■ WHAT THE EXERCISE ASKS
Where does the string "family" appear in the records? Copy each line that holds it.

Records drawn from a dataset:
━━━━

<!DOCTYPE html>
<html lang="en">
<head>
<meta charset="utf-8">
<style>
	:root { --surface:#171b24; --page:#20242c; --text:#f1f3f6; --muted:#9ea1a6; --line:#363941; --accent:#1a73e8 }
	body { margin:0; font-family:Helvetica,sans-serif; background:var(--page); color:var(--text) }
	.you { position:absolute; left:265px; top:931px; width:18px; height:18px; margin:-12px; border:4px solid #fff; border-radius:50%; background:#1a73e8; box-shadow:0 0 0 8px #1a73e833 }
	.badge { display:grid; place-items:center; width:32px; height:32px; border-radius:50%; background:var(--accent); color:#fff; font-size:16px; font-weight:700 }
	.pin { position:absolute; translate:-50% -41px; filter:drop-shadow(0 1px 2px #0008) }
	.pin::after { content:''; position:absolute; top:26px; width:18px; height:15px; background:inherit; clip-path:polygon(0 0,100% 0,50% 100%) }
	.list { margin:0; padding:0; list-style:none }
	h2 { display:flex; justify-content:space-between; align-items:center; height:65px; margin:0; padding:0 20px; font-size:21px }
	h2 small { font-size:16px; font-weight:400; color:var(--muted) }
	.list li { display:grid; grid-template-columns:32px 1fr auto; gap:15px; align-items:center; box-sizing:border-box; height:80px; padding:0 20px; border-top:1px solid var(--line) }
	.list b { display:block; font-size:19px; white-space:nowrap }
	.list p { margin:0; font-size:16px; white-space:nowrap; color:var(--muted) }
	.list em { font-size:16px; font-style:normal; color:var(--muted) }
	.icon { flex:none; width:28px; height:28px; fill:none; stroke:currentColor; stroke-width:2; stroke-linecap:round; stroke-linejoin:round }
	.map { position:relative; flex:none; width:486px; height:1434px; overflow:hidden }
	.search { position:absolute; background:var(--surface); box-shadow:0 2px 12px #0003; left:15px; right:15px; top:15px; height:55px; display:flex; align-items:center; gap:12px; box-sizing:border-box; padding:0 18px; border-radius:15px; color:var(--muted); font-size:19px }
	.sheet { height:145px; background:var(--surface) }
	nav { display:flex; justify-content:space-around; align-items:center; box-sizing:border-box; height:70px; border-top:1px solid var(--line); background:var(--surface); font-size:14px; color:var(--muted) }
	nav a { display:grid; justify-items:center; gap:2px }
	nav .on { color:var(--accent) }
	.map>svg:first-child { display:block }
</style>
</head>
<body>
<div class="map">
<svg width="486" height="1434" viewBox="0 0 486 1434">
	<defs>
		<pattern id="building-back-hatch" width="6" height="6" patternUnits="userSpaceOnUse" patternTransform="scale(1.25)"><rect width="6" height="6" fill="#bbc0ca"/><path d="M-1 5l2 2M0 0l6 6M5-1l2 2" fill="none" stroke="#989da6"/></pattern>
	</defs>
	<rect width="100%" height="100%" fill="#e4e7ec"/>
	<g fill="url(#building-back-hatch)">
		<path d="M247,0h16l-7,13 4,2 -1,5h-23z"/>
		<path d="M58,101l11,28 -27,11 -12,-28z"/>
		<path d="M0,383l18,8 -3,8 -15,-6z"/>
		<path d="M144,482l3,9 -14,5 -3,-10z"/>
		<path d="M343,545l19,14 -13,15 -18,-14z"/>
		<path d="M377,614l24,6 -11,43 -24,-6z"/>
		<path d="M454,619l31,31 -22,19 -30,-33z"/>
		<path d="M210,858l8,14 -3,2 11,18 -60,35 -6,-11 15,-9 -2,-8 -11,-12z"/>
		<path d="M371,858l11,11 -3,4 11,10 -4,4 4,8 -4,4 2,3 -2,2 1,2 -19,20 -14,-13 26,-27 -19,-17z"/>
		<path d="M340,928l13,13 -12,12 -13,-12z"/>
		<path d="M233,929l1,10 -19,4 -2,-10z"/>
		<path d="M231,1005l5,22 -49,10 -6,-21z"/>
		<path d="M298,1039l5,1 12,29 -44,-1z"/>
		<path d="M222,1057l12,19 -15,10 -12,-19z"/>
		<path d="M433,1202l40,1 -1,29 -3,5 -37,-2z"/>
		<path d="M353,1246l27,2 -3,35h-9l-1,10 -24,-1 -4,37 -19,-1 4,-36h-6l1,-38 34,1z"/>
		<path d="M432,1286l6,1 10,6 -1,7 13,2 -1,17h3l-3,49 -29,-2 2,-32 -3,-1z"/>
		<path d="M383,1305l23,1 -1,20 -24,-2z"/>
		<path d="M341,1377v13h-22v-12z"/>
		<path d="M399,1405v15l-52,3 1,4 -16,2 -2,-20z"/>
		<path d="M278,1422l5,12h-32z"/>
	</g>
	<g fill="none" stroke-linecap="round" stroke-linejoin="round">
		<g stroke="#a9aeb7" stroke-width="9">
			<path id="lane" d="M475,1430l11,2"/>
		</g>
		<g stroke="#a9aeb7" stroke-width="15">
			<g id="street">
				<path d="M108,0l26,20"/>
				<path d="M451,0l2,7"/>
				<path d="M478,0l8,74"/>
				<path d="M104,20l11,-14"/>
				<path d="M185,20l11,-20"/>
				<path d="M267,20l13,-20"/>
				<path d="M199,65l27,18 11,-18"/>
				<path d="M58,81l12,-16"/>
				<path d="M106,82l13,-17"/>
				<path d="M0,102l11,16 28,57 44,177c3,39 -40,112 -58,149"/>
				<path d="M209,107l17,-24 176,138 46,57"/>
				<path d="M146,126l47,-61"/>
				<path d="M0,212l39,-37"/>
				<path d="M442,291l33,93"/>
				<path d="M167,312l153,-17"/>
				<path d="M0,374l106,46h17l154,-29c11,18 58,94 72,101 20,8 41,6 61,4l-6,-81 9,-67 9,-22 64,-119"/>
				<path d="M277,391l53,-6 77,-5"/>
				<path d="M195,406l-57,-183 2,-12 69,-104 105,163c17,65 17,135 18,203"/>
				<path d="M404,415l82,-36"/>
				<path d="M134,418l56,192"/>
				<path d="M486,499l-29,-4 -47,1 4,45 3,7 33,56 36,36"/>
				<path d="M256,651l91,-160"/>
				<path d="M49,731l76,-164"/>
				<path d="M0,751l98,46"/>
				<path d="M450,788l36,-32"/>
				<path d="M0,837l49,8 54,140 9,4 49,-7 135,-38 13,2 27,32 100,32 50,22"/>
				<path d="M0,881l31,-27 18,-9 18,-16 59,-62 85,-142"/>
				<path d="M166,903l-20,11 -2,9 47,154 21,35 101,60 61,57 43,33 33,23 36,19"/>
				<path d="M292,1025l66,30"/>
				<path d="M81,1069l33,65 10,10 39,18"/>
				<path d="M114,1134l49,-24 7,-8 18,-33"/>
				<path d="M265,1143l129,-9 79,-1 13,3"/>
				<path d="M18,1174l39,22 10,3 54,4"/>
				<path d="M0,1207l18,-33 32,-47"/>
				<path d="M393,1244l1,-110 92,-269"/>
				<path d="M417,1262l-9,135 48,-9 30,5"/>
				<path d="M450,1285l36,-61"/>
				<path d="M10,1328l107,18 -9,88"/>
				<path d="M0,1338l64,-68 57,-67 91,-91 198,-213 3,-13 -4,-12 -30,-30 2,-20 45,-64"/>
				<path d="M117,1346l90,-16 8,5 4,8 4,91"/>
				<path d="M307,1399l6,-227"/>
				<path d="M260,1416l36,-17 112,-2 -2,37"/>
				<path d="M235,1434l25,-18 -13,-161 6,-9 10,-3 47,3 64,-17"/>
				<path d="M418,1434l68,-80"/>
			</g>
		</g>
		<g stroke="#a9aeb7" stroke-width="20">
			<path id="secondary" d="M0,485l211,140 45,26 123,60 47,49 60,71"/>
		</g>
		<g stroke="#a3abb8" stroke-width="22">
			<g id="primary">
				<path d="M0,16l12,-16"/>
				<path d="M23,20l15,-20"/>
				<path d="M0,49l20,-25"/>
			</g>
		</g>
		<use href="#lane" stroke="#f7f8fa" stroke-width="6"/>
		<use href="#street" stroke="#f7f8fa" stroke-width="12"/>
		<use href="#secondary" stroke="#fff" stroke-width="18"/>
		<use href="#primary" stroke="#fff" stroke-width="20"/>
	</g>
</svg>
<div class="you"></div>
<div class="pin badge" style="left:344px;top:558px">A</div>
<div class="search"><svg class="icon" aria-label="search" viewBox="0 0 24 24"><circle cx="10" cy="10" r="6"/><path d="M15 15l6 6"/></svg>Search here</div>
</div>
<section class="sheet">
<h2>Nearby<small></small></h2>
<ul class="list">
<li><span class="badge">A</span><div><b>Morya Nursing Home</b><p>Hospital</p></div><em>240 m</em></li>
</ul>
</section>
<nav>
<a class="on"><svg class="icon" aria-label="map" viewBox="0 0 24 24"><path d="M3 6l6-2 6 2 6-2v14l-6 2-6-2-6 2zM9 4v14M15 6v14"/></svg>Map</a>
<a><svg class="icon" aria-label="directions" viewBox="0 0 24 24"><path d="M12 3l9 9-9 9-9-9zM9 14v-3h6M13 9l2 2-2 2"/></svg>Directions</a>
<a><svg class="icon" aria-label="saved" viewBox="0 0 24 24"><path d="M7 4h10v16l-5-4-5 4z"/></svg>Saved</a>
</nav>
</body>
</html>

━━━━

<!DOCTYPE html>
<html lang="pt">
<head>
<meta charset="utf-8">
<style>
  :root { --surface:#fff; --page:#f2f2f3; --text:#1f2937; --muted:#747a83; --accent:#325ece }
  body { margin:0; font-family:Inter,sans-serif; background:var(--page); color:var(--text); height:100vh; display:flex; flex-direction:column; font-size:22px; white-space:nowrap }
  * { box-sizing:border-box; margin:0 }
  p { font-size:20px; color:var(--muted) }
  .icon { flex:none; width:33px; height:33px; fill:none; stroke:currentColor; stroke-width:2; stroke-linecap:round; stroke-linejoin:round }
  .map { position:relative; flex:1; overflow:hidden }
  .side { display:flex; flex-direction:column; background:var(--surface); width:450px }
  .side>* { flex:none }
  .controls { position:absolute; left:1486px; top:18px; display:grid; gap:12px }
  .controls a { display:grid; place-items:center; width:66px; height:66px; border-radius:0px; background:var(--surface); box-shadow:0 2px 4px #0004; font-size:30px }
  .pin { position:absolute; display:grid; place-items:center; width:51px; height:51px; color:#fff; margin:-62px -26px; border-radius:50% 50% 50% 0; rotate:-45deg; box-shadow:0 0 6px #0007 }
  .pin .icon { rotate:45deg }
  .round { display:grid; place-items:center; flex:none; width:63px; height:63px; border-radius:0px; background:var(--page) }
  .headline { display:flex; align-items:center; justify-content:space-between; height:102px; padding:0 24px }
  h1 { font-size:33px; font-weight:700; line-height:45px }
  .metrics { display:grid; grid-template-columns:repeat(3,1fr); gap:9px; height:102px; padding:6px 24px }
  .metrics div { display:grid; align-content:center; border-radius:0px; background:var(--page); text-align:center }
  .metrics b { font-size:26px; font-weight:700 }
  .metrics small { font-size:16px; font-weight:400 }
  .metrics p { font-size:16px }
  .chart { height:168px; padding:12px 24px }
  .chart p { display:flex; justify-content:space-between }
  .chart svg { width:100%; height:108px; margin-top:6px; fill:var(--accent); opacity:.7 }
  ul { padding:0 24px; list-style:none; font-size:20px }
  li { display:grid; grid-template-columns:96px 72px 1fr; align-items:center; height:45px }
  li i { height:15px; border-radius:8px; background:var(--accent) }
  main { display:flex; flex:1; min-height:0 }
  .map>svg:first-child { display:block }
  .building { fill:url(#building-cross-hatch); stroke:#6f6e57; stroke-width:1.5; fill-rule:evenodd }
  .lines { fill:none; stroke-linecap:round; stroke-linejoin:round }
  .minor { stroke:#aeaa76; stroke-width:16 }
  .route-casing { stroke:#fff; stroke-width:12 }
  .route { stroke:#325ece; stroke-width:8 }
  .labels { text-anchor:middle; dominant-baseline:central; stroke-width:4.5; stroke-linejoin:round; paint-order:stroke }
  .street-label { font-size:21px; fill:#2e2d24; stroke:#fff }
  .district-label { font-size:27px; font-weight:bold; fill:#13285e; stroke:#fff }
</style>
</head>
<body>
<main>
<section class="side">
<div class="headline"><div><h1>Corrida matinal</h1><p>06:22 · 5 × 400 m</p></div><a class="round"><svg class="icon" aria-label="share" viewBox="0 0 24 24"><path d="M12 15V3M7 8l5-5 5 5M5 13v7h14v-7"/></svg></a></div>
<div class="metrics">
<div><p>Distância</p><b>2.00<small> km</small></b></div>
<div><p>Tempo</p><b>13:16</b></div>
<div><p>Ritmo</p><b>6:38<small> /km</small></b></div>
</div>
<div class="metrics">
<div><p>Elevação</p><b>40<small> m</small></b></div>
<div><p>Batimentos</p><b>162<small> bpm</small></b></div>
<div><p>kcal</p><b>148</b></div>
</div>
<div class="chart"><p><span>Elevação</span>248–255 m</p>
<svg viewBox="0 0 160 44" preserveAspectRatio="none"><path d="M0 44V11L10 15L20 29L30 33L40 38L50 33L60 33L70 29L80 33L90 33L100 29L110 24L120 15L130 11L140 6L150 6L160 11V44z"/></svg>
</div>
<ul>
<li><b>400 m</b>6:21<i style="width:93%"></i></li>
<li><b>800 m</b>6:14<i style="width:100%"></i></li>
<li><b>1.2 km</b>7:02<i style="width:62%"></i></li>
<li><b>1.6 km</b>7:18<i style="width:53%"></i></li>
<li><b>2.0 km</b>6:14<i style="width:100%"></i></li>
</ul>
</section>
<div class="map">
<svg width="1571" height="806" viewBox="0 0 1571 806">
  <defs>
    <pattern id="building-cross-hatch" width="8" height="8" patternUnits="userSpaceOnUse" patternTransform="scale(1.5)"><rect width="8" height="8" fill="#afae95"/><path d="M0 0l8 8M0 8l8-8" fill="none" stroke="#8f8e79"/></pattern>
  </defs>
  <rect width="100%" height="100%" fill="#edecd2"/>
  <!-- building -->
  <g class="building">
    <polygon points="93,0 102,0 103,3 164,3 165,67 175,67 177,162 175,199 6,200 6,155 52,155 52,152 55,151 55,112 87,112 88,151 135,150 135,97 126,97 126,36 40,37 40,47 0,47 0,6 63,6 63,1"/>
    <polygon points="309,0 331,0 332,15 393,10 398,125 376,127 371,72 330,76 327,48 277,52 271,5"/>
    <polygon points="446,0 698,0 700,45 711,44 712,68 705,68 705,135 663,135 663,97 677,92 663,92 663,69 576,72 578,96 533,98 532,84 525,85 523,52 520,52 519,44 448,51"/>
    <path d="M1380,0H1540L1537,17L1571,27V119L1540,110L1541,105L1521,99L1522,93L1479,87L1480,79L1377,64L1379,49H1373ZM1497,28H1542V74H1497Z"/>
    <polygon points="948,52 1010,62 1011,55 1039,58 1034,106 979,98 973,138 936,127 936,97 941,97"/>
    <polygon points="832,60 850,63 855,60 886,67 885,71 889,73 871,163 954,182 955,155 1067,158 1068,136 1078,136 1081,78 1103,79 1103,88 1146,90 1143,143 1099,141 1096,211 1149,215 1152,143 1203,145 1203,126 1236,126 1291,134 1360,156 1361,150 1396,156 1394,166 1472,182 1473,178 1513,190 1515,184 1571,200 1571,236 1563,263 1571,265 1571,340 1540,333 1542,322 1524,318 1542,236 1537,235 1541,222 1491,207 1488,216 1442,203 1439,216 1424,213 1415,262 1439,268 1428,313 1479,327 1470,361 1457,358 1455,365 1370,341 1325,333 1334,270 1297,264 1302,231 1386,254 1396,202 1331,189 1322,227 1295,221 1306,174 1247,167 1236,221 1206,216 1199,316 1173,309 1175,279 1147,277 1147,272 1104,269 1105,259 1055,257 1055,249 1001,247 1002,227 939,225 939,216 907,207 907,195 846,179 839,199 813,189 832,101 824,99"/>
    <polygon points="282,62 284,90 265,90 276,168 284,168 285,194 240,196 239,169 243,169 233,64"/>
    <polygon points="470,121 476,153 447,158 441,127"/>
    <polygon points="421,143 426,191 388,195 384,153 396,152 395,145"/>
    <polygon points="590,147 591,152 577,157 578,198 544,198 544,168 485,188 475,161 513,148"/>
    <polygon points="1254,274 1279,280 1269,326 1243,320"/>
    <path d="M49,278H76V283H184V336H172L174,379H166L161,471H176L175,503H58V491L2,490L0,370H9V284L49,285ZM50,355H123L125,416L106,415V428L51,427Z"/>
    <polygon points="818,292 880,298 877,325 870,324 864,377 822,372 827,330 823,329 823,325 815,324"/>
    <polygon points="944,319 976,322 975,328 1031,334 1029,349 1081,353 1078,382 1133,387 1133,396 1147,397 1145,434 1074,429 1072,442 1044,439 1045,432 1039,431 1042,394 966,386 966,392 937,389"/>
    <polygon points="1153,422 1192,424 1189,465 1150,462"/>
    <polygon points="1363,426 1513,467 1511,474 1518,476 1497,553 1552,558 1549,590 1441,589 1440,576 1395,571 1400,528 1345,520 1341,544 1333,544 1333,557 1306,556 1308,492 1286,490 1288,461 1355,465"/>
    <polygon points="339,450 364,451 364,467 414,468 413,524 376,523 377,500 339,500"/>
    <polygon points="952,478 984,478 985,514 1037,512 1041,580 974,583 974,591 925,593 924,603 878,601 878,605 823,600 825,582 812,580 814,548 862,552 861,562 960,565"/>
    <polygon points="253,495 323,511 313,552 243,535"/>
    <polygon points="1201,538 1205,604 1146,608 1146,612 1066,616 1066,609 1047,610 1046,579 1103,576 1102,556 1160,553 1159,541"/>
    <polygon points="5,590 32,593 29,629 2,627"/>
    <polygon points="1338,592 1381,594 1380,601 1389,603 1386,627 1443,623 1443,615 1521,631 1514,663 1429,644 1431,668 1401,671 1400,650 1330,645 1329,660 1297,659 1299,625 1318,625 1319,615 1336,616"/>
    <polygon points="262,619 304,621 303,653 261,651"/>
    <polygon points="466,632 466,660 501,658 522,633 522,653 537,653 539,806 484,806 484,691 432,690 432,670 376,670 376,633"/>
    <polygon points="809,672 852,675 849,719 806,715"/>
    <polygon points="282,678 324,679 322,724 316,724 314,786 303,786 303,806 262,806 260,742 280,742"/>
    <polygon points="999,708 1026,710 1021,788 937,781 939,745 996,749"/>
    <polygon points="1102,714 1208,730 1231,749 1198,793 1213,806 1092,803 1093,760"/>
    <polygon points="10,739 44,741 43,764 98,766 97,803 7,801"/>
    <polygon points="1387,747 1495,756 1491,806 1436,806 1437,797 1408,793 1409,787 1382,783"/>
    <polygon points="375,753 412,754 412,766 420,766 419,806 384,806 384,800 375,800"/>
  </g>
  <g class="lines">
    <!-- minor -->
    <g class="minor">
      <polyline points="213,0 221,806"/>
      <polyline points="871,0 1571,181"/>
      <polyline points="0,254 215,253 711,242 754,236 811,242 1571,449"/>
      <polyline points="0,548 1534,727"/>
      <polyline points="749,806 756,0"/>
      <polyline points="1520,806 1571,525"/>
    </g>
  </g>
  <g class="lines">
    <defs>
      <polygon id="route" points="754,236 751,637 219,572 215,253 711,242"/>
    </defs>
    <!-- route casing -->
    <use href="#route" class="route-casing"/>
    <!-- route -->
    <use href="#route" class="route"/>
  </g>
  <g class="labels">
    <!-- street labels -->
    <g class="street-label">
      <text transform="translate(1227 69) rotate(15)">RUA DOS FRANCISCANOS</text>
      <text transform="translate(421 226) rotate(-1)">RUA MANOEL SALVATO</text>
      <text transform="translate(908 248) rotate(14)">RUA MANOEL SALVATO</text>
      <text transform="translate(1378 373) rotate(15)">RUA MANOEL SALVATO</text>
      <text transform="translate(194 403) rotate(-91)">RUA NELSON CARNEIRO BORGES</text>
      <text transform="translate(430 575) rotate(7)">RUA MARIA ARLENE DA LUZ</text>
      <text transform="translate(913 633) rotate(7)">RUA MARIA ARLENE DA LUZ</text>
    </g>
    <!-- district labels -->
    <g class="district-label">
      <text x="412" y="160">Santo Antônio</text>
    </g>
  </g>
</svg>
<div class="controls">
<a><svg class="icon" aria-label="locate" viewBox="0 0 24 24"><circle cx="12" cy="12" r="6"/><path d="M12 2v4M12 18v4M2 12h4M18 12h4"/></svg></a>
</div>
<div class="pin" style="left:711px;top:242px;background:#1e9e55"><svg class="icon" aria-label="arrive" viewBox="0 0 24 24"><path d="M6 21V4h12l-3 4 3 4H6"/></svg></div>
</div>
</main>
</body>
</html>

━━━━

■ SOLUTION TO THE PROBLEM
	body { margin:0; font-family:Helvetica,sans-serif; background:var(--page); color:var(--text) }
  body { margin:0; font-family:Inter,sans-serif; background:var(--page); color:var(--text); height:100vh; display:flex; flex-direction:column; font-size:22px; white-space:nowrap }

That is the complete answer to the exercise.